Non-resident bidders (including FIIs) will require prior approval of the Reserve Bank of India to subscribe to partly paid shares.
Ankit Metal & Power IPO subscribed 0.25 times on day 3
On third day of Ankit Metal & Power IPO, the issue was 0.25 times subscribed. The IPO received total bids for 24.03 lakh shares from total issue size of 95.90 lakh shares.
Foreign Institutional Investors (FIIs) the only bidders in the Qualified Institutional Buyers (QIBs) category bid for 11.10 lakh shares. There were no bids by Domestic Financial Institutions and Mutual Funds.
Non Institutional Investors bid for 11.10 lakh shares.

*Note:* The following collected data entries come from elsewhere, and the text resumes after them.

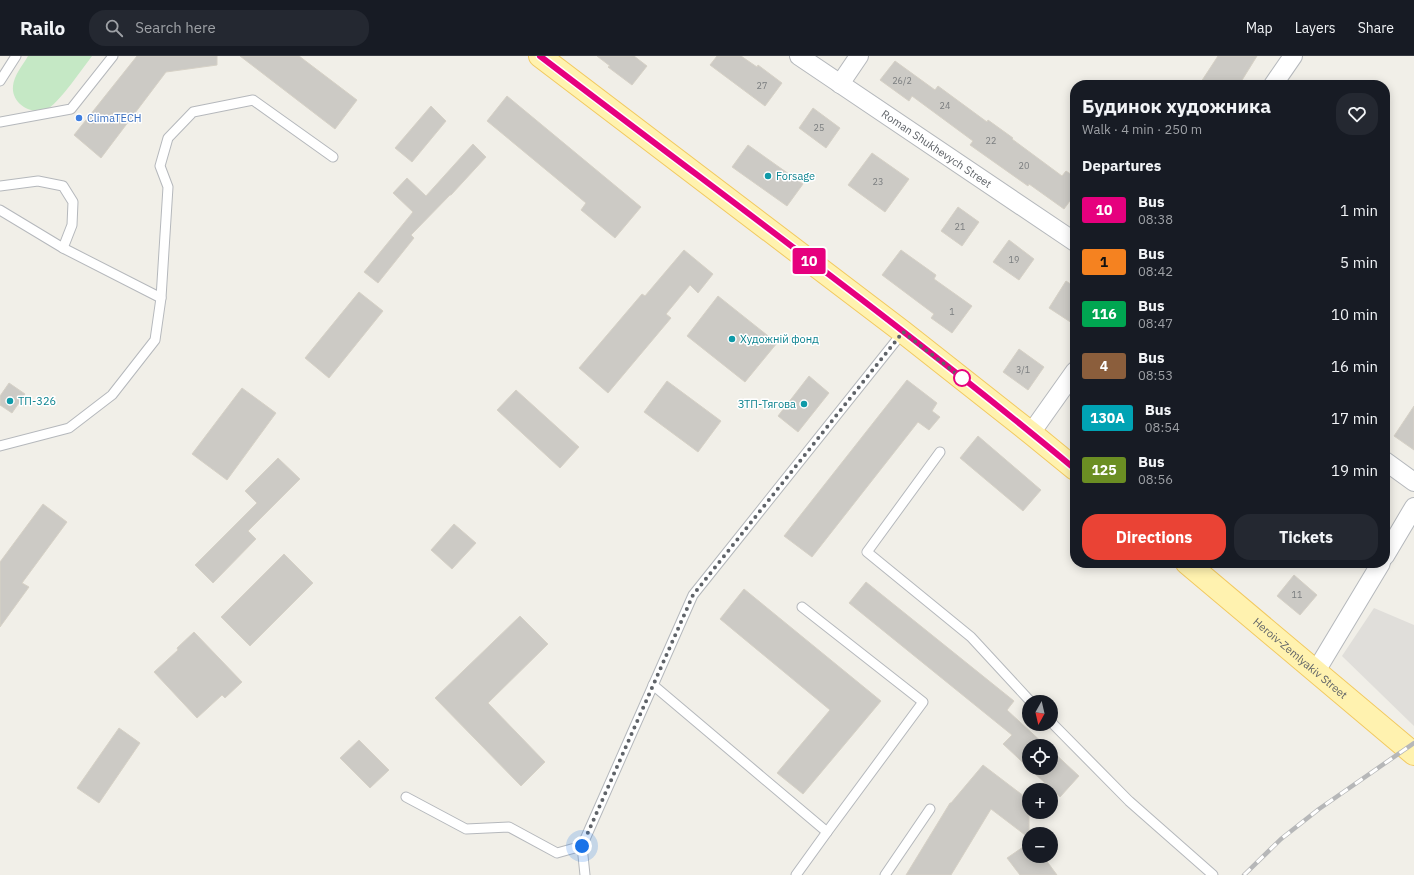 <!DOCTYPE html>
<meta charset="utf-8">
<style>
:root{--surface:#171b24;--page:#242831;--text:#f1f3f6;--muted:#9ea1a6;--line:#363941;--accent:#ea4335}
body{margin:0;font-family:"IBM Plex Sans",sans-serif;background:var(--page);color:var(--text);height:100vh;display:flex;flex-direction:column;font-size:15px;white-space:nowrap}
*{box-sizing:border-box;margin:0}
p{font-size:13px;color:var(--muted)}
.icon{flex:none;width:22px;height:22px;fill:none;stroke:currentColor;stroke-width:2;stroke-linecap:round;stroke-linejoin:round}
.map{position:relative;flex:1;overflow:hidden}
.side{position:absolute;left:1070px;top:24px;width:320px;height:488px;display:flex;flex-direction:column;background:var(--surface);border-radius:16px;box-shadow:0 2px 10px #0003}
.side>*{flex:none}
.badge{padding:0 8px;border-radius:3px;font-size:14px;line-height:26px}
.needle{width:26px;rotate:188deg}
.fabs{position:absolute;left:1022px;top:639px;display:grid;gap:8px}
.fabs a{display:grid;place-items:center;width:36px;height:36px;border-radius:50%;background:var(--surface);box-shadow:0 2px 10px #0003;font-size:20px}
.you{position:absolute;width:20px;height:20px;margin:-10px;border:3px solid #fff;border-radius:50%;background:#1a73e8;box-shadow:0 0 0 6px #1a73e833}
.map>.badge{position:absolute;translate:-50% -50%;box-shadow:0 0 0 2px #fff}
h2{padding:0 12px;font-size:15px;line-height:36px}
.round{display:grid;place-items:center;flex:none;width:42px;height:42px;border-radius:16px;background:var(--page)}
.overview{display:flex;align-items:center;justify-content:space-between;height:68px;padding:0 12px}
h1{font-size:19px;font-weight:700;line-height:30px}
.cta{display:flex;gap:8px;margin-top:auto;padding:8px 12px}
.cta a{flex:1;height:46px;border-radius:16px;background:var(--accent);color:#fff;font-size:16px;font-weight:700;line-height:46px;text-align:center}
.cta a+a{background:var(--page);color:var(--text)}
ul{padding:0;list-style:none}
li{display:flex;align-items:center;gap:12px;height:52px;padding:0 12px}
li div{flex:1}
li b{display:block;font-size:15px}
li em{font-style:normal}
li .badge{min-width:44px;font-weight:700;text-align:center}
header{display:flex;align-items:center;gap:24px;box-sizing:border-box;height:56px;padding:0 20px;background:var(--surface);border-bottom:1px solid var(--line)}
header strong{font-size:19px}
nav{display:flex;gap:22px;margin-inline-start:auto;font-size:14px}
.search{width:280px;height:36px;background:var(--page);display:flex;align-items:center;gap:10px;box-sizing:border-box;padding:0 14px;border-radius:16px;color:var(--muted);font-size:15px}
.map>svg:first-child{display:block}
.industrial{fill:#e0deda}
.green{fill:#c5e8c5}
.building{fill:#cccac5;stroke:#d6d1c6}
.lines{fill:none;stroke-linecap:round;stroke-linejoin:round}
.lane-casing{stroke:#b5b8bc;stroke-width:11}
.street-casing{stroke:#b5b8bc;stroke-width:20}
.primary-casing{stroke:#f2c960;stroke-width:24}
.lane{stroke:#fff;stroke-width:9}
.street{stroke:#fff;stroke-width:18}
.primary{stroke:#fff2af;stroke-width:22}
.rail-casing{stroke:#b6b7b8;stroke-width:4.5}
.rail{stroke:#fff;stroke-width:3;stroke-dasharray:9;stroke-linecap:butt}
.line-casing{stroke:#fff;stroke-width:9}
.line{stroke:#e6007e;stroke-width:6}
.walk{stroke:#5f6368;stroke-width:4;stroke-dasharray:0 7.2}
.shop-dot{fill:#3f7fe0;stroke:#fff;stroke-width:1.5}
.culture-dot{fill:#0f9aa8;stroke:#fff;stroke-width:1.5}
.stop-dot{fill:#fff;stroke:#e6007e;stroke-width:2}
.labels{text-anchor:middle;stroke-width:3;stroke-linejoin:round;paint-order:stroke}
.number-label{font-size:9px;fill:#7a7d7f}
.shop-label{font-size:11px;fill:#366cbe;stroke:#fff;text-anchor:start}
.street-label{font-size:11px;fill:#5f6368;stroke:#fff}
.culture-label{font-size:11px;fill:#0d838f;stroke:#fff;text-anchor:start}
</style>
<header>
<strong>Railo</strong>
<div class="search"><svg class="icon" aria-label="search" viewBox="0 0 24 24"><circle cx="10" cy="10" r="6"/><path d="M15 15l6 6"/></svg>Search here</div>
<nav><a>Map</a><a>Layers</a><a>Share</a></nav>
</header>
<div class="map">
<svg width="1414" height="819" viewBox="0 0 1414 819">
<rect width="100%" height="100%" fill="#f1efe8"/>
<polygon class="industrial" points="1374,552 1414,569 1414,670 1342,600"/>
<path class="green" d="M 28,0 L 92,0 C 82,13 61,44 49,52 C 33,61 11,48 13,30 C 14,19 23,9 28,0 Z"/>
<g class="building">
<polygon points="137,0 217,0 217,9 166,16 101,102 74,79"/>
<polygon points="240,0 299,0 357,44 335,73"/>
<polygon points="597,0 634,0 647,10 632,29 608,11 610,10"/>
<polygon points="717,0 741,0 757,11 758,9 782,27 765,50 710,9"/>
<polygon points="1218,0 1257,0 1239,29 1199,29"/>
<polygon points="895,5 935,34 938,30 987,66 988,64 1013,82 1012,83 1062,120 1066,115 1075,121 1075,138 1064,153 1029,128 1028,130 970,89 973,85 912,40 909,45 880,24"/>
<polygon points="507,40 641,151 615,182 581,154 586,147 487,65"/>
<polygon points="431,50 446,65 412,106 395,92"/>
<polygon points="813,52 840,72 826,92 799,72"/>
<polygon points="473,88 486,101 451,139 450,139 411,179 414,182 378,227 364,216 413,156 393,137 407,122 426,140"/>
<polygon points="748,89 803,128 787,150 732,111"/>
<polygon points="872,97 909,123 885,156 848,129"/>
<polygon points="958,151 979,166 962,190 941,175"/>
<polygon points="1009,184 1034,203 1019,224 993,206"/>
<polygon points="684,194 713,218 698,237 690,229 666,258 671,262 608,337 579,312 642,238 645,240"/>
<polygon points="901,194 936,219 934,223 972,250 952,277 931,262 934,258 882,219"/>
<polygon points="1066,225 1075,231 1075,269 1049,252"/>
<polygon points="359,236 383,255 329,322 305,302"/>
<polygon points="718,240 777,287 745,326 687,280"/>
<polygon points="1019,293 1044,311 1028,334 1003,316"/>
<polygon points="809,320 829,337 798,376 778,360"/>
<polygon points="907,324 937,347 932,355 940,361 929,374 918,366 812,501 784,480"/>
<polygon points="667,325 721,365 698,396 644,356"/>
<polygon points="9,327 25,338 12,357 0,349 0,340"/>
<polygon points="242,332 276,357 227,424 192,398"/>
<polygon points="516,334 579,391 560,412 497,354"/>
<polygon points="1414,350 1414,394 1394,380"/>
<polygon points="978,380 1041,434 1023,455 960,402"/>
<polygon points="278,402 300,423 248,475 256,483 213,527 195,509 257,447 245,435"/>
<polygon points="43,448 67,466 22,527 29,531 0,571 0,506"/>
<polygon points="454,468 476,487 452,513 431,494"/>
<polygon points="284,498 313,527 250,590 221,561"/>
<polygon points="1294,519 1317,539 1300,559 1277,540"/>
<polygon points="866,526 1014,645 1007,654 1046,690 1029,690 1029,712 1051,712 1051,694 1079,720 1060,741 1003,688 1012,679 849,547"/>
<polygon points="744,533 881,645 803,738 777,717 830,654 720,563"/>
<polygon points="520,560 548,588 488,647 545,706 521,730 435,642"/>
<polygon points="194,576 242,626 225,642 222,639 197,662 154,616 178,594 177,592"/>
<polygon points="119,672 140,687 99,747 77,732"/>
<polygon points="359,684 389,714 370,732 340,702"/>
<polygon points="983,709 1029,744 1029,782 991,753 951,819 906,819 950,747 951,747"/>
<polygon points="1029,787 1029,800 1043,800 1057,819 1020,819 1007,802"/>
</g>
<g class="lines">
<g class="lane-casing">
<g id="lane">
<polyline points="0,25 16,0"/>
<polyline points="0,66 71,53 113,0"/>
<polyline points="0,130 38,125 63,130 73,146 72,169 63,192"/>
<polyline points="0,154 63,192 161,242"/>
<polyline points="0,390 69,372 112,339 155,284 161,242 168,131 160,110 168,82 193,56 253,44 333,101"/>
<polyline points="940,396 867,496 971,581 1031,646"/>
<polyline points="653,629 827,776 923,646 802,551"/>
<polyline points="1051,666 1129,745 1213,819"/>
<polyline points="406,741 466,773 509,771 557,797 582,790"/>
<polyline points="585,819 582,790 693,539 903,276"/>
<polyline points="796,819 827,776"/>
<polyline points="885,819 930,753"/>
</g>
</g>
<g class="street-casing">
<g id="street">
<path id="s1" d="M 799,0 L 1075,186"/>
<polyline points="840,28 859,0"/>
<polyline points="1273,29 1293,0"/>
<polyline points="1031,377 1075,315"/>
<polyline points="1385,405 1414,426"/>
<polyline points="1385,500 1414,451"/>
<polyline points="1316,615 1381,507"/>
</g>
</g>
<g class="primary-casing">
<g id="primary">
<polyline points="540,0 903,276 1031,377 1075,413"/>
<path id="s2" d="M 1187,507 L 1414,698"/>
</g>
</g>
<use href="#lane" class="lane"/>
<use href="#street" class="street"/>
<use href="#primary" class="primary"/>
<g class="rail-casing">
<polyline id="rail" points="1244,819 1281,783 1319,753 1414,687"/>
</g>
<use href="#rail" class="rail"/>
</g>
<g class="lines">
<g class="line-casing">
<path id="line" d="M 540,0 C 719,137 902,269 1075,413"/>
</g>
<use href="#line" class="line"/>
<polyline class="walk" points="582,790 693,539 903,276 962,322"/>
</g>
<circle class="shop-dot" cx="79" cy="62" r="4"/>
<g class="culture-dot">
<circle cx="768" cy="120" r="4"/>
<circle cx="732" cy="283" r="4"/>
<circle cx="10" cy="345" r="4"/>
<circle cx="804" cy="348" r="4"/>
</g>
<circle class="stop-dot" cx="962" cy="322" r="8"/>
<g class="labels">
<g class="number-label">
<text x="902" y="28">26/2</text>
<text x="762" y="33">27</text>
<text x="945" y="53">24</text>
<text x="819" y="75">25</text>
<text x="991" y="88">22</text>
<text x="1024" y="113">20</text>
<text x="878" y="129">23</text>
<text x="960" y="174">21</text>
<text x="1014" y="207">19</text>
<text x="952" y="259">1</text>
<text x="1023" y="317">3/1</text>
<text x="1297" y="542">11</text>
</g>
<g class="shop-label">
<text x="87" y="66">ClimaTECH</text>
</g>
<g class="street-label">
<text dy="4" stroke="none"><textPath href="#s1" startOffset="166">Roman Shukhevych Street</textPath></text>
<text dy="4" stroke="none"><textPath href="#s2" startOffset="148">Heroiv-Zemlyakiv Street</textPath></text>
</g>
<g class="culture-label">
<text x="776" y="124">Forsage</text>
<text x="740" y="287">Художній фонд</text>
<text x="18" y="349">ТП-326</text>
<text x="796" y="352" text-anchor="end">ЗТП-Тягова</text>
</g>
</g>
</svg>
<div class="fabs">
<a><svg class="needle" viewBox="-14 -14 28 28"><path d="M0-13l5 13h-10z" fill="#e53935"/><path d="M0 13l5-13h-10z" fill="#9ea1a6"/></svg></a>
<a><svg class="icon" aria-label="locate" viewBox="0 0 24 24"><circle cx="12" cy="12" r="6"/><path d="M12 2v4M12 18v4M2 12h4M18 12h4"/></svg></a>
<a>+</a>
<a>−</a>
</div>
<div class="you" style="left:582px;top:790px"></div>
<b class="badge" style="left:809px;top:205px;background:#e6007e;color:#fff">10</b>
<section class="side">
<div class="overview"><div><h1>Будинок художника</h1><p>Walk · 4 min · 250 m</p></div><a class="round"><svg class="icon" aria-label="heart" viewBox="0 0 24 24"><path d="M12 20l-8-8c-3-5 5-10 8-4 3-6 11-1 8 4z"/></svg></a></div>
<h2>Departures</h2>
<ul>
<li><span class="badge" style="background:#e6007e;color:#fff">10</span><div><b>Bus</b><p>08:38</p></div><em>1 min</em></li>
<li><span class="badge" style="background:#f58220;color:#111">1</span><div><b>Bus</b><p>08:42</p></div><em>5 min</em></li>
<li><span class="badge" style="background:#00a651;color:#fff">116</span><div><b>Bus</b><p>08:47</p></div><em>10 min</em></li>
<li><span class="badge" style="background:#8b5e3c;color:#fff">4</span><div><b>Bus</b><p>08:53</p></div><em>16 min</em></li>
<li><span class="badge" style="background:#00a3b4;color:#fff">130А</span><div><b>Bus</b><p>08:54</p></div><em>17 min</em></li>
<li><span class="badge" style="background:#6b8e23;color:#fff">125</span><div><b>Bus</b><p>08:56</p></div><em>19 min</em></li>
</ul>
<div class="cta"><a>Directions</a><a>Tickets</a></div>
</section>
</div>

The retail investors bid for 1.82 lakh shares, of which 1.52 lakh share were bid at cut off price and 29,070 shares were bid at price.
Kolkatta-based Ankit Metal and Power manufactures sponge Iron, Steel billets and re-rolled products.
Spice Communications IPO opens on 25 June 2007
Spice Communications intends to garner around Rs 520 crore through its initial public offering, which opens on 25 June 2007.
The issue, having a price band between Rs 41 - 46 a share, will close on 27 June 2007. The company is taking a 100% book-building route for the IPO.
The company will issue 11.31 crore equity shares of Rs 10 each and the issue will comprise 16.39% Spice Communications’ fully diluted post-issue share capital.
The company had earlier raised Rs 112 crore through a pre-IPO placement of 2.48 crore shares at Rs 45 each.
Malaysia’s official service provider Telekom Malaysia (TM) holds 49%, while industrialist and Modi group Chairman B K Modi owns the remaining 51% stake in Spice Communications.
Spice Communications will use around 50% of the total proceeds to retire part of its Rs 1,000 crore debt, while the remaining would be used for expansion plans.
The company’s expansion plans included foraying into national long distance (NLD) and international long distance (ILD) services in the country.
Post IPO, TM’s stake in the company will fall to 39% and the promoter’s holding to 41%, while retail public holding will increase to around 20%.
Spice Communications' net loss of Rs 68.58 crore in the full year ended June 2006 from Rs 6.97 crore in FY 2005. Sales advanced 9.1% to Rs 661.49 crore in FY 2006 (Rs 606.57 crore).
The company's shares would be listed on the BSE. Spice Communications could not list its shares on the National Stock Exchange (NSE), where listing of companies with negative networth is not permitted.